* [EXERCISE REQUIREMENTS] The answer must consist solely of the line that contains "strokePath(rail, '#2a1b31', 2.5, [8]);" and all subsequent lines of the data, each reproduced exactly.

Recorded data:
"""
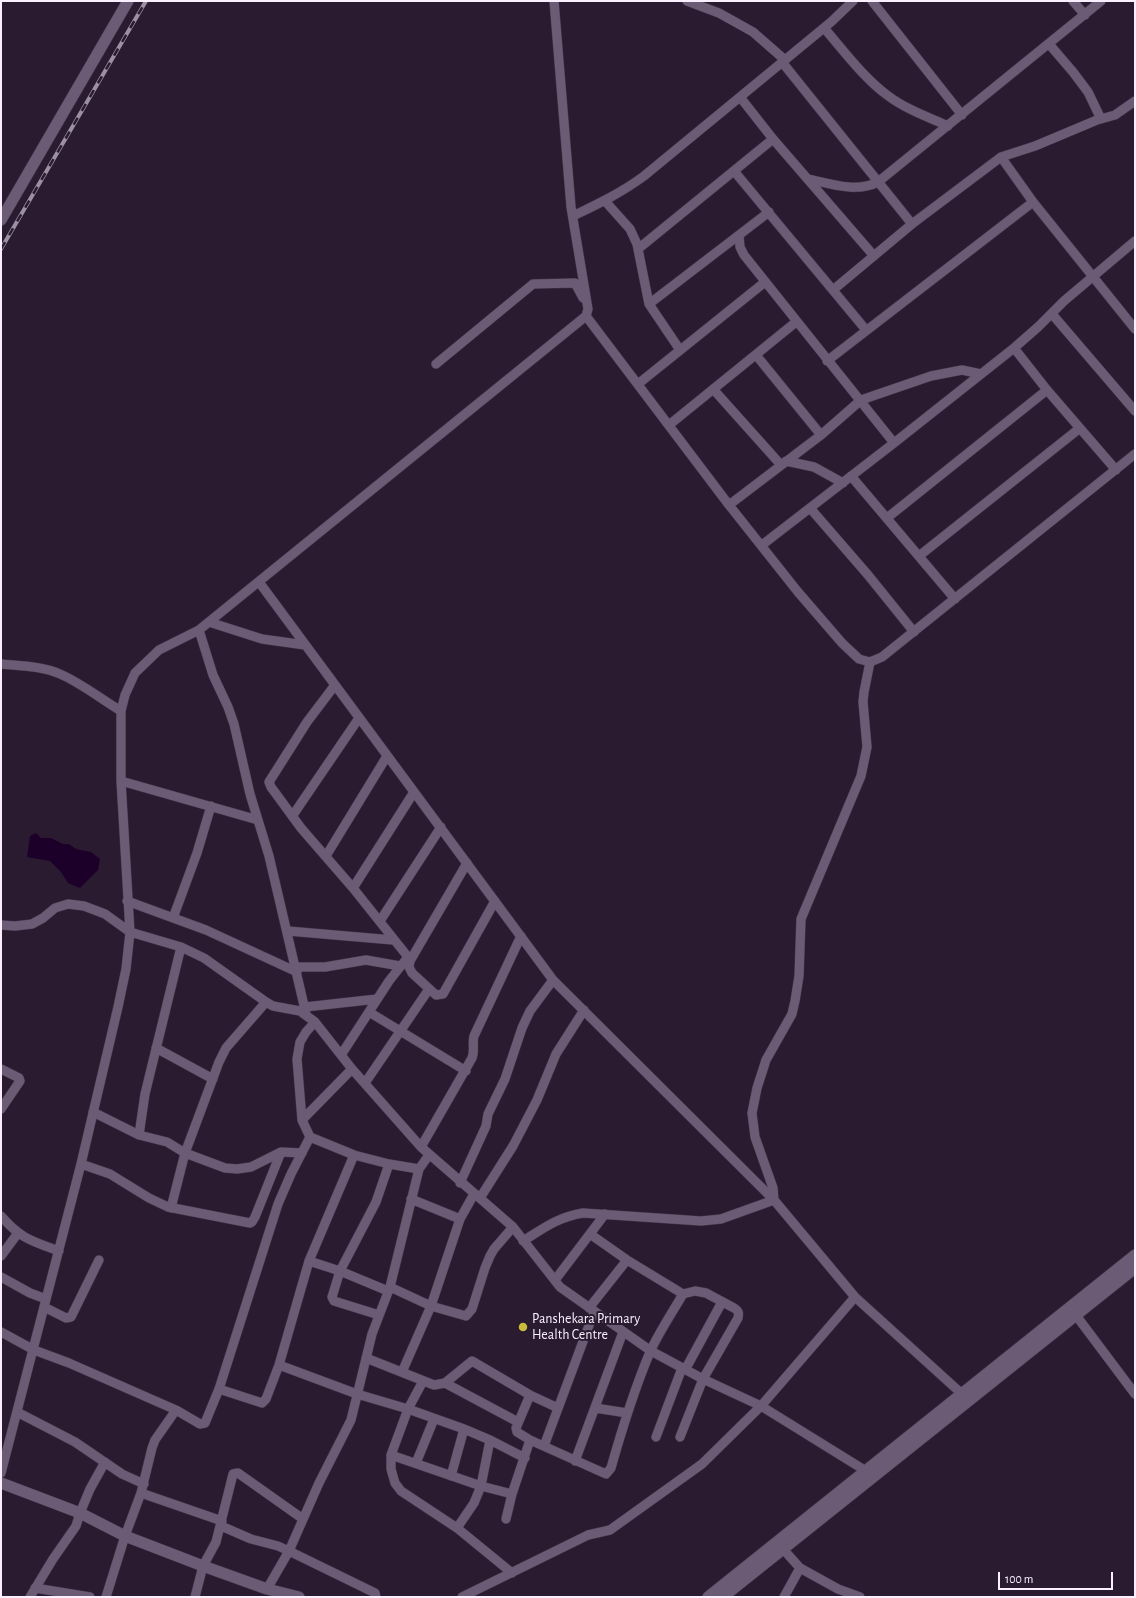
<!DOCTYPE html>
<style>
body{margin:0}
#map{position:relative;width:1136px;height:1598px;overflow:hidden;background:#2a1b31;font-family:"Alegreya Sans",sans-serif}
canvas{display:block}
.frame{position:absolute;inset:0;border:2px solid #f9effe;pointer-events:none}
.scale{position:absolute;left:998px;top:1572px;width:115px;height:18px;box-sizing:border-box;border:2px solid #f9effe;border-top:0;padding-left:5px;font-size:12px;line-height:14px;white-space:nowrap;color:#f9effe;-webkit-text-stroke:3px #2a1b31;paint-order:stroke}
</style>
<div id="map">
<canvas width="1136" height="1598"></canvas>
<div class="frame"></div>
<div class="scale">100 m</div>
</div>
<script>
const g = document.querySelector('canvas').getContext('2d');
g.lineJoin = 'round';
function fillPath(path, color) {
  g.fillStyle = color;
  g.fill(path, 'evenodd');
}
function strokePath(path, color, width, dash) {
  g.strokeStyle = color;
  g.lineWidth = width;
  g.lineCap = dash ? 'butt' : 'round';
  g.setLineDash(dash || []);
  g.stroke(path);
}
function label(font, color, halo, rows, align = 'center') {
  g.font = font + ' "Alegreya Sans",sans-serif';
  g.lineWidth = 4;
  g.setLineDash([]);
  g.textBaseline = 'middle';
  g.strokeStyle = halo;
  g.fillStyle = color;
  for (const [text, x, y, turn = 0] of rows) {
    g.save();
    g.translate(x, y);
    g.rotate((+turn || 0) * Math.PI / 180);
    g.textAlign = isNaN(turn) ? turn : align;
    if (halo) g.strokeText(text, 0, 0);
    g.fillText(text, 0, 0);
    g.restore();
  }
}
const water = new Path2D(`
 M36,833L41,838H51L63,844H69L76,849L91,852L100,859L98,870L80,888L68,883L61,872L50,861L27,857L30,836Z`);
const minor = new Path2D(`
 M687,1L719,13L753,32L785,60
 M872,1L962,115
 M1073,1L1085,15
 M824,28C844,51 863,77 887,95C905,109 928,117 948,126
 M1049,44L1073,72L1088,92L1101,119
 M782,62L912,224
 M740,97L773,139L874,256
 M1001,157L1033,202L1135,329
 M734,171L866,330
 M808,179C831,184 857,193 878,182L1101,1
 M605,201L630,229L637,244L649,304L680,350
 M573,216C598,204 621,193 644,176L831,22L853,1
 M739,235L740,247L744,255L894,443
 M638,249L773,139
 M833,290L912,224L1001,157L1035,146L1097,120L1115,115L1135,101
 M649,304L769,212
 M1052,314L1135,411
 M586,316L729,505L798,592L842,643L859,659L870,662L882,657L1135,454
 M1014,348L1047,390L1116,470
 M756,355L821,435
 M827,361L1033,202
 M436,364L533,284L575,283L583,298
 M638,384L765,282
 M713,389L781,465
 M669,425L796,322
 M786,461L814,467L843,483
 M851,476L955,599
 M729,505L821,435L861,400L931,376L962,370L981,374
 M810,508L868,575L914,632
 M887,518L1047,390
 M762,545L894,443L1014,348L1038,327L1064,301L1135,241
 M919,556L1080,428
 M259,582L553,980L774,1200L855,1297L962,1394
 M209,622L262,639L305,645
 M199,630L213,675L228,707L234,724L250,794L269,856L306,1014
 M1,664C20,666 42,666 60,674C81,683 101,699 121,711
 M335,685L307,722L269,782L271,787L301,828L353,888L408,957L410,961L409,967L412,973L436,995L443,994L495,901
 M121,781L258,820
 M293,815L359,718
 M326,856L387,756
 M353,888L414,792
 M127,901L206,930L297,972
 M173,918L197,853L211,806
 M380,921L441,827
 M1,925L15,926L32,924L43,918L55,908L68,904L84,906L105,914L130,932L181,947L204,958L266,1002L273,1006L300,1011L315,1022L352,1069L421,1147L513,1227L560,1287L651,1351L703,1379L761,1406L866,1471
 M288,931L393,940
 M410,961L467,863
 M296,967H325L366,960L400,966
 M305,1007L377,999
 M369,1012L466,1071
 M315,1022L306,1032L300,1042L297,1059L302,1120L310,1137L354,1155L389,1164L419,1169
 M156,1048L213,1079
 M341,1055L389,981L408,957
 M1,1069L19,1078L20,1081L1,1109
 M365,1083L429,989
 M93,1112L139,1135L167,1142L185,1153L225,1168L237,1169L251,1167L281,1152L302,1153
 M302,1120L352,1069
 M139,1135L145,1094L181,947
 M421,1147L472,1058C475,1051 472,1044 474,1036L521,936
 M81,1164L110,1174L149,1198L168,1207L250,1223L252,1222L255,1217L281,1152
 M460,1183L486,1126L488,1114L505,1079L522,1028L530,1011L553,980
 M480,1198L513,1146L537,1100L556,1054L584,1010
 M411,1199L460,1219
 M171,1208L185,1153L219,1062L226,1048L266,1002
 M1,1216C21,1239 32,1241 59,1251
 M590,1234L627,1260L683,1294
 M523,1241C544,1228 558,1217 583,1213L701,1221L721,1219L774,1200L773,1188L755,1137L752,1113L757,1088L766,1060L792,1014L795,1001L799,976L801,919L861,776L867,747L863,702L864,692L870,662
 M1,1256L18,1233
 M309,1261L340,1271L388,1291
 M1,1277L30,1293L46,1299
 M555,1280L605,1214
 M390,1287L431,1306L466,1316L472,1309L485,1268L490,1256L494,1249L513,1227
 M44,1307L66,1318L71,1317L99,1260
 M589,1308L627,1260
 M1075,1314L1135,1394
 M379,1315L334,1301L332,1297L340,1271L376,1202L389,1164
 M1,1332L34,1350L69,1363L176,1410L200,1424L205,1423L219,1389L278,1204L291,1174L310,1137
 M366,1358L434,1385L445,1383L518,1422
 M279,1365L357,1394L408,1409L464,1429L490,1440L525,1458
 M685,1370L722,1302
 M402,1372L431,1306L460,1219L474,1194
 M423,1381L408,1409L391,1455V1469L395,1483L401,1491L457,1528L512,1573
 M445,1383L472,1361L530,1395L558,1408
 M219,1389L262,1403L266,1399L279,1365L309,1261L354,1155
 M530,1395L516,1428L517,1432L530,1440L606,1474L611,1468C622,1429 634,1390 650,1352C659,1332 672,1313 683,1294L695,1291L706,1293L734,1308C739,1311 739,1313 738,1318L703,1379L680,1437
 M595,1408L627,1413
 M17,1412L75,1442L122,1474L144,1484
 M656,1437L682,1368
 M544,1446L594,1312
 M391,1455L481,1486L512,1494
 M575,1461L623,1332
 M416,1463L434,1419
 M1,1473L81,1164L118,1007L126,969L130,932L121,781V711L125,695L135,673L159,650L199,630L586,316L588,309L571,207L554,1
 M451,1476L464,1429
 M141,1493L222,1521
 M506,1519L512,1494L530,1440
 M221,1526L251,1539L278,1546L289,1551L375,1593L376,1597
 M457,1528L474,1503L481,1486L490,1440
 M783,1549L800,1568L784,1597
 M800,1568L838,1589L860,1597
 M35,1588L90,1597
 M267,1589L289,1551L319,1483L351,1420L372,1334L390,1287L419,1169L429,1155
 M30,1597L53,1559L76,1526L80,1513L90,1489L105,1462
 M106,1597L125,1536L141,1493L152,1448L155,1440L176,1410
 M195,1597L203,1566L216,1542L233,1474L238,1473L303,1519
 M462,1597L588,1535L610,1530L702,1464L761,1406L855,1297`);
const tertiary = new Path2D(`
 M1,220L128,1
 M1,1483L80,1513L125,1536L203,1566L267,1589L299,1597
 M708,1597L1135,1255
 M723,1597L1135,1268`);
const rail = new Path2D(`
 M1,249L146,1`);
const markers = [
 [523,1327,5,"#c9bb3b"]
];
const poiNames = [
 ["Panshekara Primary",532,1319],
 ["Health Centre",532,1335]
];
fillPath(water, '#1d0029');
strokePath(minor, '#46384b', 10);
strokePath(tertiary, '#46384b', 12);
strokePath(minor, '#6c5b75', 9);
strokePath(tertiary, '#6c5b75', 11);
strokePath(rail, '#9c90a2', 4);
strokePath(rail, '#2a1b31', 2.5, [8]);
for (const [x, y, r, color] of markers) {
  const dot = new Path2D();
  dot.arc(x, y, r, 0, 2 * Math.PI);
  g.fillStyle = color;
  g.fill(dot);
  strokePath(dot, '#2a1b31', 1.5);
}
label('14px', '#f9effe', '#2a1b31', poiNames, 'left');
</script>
"""
* [ANSWER TO THIS PROBLEM]
strokePath(rail, '#2a1b31', 2.5, [8]);
for (const [x, y, r, color] of markers) {
  const dot = new Path2D();
  dot.arc(x, y, r, 0, 2 * Math.PI);
  g.fillStyle = color;
  g.fill(dot);
  strokePath(dot, '#2a1b31', 1.5);
}
label('14px', '#f9effe', '#2a1b31', poiNames, 'left');
</script>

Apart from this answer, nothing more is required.